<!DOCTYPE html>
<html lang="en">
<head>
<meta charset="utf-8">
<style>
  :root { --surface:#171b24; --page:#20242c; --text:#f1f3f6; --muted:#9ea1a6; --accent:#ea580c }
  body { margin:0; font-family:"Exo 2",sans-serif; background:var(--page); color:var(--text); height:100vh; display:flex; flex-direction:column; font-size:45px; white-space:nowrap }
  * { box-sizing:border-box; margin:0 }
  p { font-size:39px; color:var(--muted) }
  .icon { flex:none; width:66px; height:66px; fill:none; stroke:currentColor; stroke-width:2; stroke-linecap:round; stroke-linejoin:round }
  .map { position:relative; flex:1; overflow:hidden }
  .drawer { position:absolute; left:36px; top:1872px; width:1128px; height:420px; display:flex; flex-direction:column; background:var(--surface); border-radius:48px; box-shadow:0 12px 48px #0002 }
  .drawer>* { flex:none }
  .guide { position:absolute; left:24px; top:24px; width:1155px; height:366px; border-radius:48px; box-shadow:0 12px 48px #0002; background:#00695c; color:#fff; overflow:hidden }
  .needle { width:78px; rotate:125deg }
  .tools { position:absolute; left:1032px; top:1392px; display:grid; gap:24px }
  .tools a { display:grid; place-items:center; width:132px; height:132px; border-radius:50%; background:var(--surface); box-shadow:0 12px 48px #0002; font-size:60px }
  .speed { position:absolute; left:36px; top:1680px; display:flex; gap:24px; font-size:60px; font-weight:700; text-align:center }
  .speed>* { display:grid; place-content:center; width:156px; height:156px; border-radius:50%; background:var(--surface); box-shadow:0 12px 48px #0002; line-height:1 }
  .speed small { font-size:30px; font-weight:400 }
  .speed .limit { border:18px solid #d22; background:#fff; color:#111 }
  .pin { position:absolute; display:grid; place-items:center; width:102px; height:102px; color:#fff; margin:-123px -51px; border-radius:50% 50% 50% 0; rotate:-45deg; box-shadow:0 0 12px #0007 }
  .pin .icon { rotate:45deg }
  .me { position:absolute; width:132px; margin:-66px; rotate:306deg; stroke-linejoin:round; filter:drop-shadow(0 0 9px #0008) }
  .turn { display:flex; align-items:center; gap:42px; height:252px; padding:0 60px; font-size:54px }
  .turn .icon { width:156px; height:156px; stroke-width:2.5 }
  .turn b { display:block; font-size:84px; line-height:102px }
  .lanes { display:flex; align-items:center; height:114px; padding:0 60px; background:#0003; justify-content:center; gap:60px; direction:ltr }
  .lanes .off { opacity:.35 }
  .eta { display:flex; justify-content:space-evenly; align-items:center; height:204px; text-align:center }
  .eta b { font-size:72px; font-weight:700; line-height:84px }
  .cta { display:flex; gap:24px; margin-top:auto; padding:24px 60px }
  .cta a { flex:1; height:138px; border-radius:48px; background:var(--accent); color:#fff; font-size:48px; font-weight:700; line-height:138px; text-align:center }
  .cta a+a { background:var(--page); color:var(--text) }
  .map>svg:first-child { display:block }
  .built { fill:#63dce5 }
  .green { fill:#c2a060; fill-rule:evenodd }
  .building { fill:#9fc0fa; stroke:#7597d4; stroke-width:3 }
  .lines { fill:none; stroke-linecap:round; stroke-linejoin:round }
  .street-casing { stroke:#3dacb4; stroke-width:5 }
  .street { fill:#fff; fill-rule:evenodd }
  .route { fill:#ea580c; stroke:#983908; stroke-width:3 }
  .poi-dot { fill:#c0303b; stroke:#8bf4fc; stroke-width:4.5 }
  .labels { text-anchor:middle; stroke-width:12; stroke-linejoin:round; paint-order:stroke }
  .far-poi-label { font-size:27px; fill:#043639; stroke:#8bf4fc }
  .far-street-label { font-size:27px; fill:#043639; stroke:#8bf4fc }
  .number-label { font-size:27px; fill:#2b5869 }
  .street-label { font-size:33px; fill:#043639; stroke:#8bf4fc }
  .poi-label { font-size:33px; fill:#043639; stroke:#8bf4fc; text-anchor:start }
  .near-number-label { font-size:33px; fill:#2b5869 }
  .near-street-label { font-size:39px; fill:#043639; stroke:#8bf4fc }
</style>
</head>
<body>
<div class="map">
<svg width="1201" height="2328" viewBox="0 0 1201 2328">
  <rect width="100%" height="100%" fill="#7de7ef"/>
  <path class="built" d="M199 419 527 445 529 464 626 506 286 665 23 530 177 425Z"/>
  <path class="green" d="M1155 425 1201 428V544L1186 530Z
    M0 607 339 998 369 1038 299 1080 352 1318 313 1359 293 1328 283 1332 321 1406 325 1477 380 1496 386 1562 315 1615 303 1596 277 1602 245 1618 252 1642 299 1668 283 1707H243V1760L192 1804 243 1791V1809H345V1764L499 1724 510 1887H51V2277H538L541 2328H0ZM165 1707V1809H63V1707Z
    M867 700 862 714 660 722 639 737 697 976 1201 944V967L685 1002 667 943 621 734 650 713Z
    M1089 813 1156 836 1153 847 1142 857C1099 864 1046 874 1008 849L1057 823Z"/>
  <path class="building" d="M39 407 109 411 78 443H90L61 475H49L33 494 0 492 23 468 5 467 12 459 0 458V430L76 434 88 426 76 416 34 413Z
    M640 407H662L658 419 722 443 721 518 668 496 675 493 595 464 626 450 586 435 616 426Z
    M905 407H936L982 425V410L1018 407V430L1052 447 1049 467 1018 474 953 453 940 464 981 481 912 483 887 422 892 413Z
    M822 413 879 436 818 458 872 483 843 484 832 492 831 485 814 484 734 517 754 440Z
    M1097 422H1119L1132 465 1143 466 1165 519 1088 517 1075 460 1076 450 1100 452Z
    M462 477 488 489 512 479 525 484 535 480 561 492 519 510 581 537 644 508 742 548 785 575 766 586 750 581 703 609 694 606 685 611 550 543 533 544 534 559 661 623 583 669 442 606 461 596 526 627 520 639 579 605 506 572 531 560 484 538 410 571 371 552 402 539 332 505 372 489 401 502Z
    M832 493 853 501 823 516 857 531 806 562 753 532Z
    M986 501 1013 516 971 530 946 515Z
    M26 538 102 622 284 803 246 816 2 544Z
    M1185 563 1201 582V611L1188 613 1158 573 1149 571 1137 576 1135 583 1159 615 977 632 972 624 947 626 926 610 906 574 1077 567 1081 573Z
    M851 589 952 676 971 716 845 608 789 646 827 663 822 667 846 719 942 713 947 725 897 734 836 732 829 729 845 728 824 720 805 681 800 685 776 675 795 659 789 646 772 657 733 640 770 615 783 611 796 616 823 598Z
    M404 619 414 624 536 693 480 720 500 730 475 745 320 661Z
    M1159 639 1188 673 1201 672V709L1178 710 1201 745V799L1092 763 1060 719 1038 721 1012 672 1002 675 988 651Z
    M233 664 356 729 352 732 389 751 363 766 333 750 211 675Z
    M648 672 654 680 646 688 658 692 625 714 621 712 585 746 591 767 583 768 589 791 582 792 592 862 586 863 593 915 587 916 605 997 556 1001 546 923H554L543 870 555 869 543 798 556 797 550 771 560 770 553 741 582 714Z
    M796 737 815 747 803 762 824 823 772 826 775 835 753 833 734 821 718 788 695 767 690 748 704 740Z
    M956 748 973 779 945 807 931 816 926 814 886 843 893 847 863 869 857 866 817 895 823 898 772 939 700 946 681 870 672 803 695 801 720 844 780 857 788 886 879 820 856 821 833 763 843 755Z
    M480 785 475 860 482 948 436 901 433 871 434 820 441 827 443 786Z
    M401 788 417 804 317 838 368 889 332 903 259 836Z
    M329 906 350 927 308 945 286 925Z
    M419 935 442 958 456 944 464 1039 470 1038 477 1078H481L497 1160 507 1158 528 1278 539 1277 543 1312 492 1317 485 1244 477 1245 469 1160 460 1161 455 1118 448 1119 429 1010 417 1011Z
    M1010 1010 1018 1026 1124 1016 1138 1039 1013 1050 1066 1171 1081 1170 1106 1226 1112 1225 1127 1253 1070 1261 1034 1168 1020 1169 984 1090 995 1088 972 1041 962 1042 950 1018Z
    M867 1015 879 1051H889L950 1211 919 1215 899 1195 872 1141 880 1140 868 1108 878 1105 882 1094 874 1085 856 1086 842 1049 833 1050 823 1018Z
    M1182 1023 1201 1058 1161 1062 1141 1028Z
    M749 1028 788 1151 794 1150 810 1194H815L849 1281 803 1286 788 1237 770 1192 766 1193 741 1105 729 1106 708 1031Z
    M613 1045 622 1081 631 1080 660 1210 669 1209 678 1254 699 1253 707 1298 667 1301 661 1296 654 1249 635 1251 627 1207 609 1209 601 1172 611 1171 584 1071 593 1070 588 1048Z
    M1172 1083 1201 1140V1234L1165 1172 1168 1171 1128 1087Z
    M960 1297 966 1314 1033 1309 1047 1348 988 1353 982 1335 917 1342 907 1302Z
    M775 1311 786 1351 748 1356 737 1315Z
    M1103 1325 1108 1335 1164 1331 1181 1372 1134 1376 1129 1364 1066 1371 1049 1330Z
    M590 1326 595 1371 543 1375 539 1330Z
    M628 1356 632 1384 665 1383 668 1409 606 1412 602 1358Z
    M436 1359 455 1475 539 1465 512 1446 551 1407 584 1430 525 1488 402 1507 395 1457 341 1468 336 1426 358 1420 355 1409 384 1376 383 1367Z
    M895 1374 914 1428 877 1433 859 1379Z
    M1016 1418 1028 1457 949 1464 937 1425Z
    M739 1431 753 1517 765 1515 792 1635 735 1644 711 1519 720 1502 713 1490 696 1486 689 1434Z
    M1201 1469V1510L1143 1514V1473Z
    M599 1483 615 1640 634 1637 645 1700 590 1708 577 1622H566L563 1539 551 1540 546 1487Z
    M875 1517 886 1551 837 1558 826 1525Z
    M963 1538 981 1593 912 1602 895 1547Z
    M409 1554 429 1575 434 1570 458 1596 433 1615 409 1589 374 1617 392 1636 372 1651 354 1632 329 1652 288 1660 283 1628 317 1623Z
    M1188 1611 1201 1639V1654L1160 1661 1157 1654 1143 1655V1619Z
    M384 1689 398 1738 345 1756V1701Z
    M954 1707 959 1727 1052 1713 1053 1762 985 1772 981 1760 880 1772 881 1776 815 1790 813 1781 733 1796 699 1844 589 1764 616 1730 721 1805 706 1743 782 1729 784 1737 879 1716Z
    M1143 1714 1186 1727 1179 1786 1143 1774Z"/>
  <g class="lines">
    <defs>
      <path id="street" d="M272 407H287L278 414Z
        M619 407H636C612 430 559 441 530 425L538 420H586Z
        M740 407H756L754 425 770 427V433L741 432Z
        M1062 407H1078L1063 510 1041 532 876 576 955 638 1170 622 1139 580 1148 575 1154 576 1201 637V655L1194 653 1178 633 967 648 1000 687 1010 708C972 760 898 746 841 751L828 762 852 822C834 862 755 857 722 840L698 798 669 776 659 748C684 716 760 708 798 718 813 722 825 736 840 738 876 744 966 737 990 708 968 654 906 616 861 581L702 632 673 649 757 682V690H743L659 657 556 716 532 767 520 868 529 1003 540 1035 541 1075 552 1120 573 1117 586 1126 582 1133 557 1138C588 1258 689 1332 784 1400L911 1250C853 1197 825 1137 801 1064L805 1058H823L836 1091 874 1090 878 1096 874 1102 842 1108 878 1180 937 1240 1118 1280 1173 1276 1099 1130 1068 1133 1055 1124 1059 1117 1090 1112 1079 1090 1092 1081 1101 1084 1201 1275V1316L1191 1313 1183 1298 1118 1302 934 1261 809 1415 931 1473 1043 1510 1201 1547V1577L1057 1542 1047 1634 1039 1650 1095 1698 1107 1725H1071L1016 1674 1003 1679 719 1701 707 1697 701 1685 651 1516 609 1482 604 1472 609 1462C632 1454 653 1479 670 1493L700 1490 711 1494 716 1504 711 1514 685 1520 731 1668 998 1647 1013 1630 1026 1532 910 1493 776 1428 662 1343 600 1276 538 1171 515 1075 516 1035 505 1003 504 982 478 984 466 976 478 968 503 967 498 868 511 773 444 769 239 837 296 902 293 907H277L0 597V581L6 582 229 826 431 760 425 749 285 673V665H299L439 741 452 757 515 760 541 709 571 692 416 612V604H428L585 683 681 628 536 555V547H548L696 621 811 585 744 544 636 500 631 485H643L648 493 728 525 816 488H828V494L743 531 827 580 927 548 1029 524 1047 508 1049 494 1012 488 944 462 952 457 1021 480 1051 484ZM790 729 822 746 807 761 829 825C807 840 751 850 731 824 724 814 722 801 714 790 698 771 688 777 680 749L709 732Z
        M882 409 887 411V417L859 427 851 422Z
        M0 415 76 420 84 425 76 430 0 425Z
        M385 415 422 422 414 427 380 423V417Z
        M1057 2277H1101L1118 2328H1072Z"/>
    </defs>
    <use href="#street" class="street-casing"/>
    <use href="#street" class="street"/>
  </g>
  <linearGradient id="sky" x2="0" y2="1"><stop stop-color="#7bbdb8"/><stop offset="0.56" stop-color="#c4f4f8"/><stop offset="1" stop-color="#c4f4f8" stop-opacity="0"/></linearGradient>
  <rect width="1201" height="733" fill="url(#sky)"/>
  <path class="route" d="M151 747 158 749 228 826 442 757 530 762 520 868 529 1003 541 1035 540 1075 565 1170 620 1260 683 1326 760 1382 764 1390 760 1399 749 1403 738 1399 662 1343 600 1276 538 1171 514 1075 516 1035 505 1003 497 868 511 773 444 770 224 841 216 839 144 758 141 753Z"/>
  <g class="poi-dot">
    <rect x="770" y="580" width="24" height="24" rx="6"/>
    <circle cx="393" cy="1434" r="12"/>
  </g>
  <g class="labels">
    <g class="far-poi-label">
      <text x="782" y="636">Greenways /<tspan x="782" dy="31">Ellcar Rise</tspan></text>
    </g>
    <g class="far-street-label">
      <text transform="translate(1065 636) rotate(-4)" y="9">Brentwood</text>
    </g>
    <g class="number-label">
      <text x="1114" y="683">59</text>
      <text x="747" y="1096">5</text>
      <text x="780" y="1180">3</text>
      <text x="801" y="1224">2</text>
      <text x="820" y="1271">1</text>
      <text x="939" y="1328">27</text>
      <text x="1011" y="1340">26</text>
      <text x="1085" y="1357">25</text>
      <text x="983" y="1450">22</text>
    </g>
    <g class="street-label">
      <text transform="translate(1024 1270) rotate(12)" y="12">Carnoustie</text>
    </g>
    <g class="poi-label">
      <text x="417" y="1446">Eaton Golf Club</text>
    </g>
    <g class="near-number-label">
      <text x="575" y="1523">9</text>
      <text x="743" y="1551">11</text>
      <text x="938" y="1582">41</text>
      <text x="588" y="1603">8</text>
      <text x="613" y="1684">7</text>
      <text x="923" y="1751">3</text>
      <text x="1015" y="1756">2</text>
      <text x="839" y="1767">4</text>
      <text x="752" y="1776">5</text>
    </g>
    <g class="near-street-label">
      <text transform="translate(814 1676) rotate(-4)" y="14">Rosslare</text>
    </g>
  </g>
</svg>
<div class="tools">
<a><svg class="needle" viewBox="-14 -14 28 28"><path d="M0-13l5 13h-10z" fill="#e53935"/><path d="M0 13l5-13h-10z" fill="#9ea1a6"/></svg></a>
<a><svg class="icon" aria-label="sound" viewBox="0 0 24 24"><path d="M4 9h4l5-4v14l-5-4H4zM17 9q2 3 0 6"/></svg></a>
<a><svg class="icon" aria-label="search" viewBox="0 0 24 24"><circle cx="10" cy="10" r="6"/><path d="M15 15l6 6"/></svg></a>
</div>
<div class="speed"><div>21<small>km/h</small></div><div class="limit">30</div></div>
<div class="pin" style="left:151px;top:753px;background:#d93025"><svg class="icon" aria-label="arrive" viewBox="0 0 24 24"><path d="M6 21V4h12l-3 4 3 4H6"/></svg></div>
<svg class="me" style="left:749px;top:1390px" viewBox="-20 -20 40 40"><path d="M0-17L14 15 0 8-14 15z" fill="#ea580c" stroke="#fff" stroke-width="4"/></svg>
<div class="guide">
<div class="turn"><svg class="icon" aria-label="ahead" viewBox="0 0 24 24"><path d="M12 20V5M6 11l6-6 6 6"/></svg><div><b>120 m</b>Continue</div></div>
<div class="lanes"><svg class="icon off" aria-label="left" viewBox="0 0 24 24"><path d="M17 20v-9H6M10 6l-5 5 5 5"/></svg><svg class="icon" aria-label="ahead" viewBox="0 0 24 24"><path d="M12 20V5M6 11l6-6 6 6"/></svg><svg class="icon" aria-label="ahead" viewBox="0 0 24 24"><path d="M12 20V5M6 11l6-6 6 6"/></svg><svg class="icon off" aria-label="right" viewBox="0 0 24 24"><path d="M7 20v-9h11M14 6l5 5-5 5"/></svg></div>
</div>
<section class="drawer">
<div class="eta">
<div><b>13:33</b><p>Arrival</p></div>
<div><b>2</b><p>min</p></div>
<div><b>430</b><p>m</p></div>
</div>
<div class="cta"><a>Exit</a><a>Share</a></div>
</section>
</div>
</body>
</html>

# # # # #

Up to and including the line with "display:flex; align-items:center; gap:42px;", repeat the data exactly, starting from its first line; nothing else belongs in the response.

<!DOCTYPE html>
<html lang="en">
<head>
<meta charset="utf-8">
<style>
  :root { --surface:#171b24; --page:#20242c; --text:#f1f3f6; --muted:#9ea1a6; --accent:#ea580c }
  body { margin:0; font-family:"Exo 2",sans-serif; background:var(--page); color:var(--text); height:100vh; display:flex; flex-direction:column; font-size:45px; white-space:nowrap }
  * { box-sizing:border-box; margin:0 }
  p { font-size:39px; color:var(--muted) }
  .icon { flex:none; width:66px; height:66px; fill:none; stroke:currentColor; stroke-width:2; stroke-linecap:round; stroke-linejoin:round }
  .map { position:relative; flex:1; overflow:hidden }
  .drawer { position:absolute; left:36px; top:1872px; width:1128px; height:420px; display:flex; flex-direction:column; background:var(--surface); border-radius:48px; box-shadow:0 12px 48px #0002 }
  .drawer>* { flex:none }
  .guide { position:absolute; left:24px; top:24px; width:1155px; height:366px; border-radius:48px; box-shadow:0 12px 48px #0002; background:#00695c; color:#fff; overflow:hidden }
  .needle { width:78px; rotate:125deg }
  .tools { position:absolute; left:1032px; top:1392px; display:grid; gap:24px }
  .tools a { display:grid; place-items:center; width:132px; height:132px; border-radius:50%; background:var(--surface); box-shadow:0 12px 48px #0002; font-size:60px }
  .speed { position:absolute; left:36px; top:1680px; display:flex; gap:24px; font-size:60px; font-weight:700; text-align:center }
  .speed>* { display:grid; place-content:center; width:156px; height:156px; border-radius:50%; background:var(--surface); box-shadow:0 12px 48px #0002; line-height:1 }
  .speed small { font-size:30px; font-weight:400 }
  .speed .limit { border:18px solid #d22; background:#fff; color:#111 }
  .pin { position:absolute; display:grid; place-items:center; width:102px; height:102px; color:#fff; margin:-123px -51px; border-radius:50% 50% 50% 0; rotate:-45deg; box-shadow:0 0 12px #0007 }
  .pin .icon { rotate:45deg }
  .me { position:absolute; width:132px; margin:-66px; rotate:306deg; stroke-linejoin:round; filter:drop-shadow(0 0 9px #0008) }
  .turn { display:flex; align-items:center; gap:42px; height:252px; padding:0 60px; font-size:54px }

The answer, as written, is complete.